§ **EXTRACTED MATERIAL**
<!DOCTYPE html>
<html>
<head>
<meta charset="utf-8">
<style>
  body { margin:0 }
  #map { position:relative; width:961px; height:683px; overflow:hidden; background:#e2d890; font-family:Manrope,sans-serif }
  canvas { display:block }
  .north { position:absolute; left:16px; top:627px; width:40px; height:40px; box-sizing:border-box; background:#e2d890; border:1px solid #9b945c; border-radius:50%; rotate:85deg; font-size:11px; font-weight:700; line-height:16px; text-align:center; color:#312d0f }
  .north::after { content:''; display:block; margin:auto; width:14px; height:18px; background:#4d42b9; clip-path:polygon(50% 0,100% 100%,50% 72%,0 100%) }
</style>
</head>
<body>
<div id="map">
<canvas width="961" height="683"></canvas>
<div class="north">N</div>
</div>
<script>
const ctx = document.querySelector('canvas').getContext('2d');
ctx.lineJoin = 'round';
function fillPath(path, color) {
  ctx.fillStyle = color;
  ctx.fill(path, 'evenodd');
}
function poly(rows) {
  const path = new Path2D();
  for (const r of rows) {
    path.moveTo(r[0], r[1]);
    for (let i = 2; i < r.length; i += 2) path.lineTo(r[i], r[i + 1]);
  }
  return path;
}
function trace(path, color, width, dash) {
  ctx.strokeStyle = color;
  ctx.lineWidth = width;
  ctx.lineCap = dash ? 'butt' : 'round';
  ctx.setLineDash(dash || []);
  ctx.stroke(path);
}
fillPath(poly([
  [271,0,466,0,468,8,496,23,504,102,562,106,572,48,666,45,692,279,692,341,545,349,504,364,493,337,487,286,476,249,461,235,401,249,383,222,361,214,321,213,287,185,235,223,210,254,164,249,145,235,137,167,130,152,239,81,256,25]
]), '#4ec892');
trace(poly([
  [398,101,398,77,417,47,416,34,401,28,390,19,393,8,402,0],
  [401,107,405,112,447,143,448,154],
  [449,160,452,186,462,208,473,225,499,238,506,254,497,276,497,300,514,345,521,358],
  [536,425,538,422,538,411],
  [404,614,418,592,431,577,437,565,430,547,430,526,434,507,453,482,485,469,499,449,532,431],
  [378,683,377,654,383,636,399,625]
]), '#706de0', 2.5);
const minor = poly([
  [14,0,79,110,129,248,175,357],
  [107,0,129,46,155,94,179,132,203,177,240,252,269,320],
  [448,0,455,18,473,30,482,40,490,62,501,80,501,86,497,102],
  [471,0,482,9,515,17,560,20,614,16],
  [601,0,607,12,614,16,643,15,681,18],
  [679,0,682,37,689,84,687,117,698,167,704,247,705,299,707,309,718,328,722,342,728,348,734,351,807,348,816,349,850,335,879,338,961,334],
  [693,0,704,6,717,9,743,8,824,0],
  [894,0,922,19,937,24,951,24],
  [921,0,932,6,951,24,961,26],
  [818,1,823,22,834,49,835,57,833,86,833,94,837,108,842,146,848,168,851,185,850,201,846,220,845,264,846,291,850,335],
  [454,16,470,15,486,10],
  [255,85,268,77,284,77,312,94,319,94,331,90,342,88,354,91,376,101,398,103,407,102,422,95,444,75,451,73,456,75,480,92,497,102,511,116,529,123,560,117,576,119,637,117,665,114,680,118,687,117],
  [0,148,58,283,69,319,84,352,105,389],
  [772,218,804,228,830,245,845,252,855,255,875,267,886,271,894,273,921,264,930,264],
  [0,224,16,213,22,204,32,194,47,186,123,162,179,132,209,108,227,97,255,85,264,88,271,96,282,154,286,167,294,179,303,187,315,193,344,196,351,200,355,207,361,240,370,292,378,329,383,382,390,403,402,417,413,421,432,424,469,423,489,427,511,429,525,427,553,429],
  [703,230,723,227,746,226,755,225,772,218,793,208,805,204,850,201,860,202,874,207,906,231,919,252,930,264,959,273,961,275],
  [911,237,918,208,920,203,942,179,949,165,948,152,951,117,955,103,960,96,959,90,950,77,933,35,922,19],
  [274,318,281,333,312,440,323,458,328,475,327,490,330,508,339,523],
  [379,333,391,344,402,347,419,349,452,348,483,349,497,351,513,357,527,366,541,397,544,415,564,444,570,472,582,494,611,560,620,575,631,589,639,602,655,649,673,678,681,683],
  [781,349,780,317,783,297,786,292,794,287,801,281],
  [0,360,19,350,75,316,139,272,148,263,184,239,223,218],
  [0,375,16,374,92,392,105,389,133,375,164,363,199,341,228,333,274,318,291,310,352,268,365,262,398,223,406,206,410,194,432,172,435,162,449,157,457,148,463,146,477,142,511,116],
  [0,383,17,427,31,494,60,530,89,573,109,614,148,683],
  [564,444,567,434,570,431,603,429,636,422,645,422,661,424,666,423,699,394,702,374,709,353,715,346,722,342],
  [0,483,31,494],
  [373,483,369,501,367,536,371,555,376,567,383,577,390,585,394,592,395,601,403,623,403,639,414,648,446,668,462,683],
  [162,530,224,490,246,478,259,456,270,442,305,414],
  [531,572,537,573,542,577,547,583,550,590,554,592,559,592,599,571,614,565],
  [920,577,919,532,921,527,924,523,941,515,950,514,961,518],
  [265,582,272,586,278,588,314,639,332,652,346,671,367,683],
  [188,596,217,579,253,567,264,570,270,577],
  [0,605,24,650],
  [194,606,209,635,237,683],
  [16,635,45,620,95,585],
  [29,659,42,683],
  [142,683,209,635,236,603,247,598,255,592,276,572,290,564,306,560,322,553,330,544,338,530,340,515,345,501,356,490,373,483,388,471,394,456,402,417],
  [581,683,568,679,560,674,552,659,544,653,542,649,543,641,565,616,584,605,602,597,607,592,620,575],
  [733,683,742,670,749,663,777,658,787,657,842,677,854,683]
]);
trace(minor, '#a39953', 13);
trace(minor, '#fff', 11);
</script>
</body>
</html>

§ **DIRECTIONS**
State how many lines of the data contain the word "canvas". Nothing besides the number belongs in the reply.

§ **SOLUTION TO THIS TASK**
3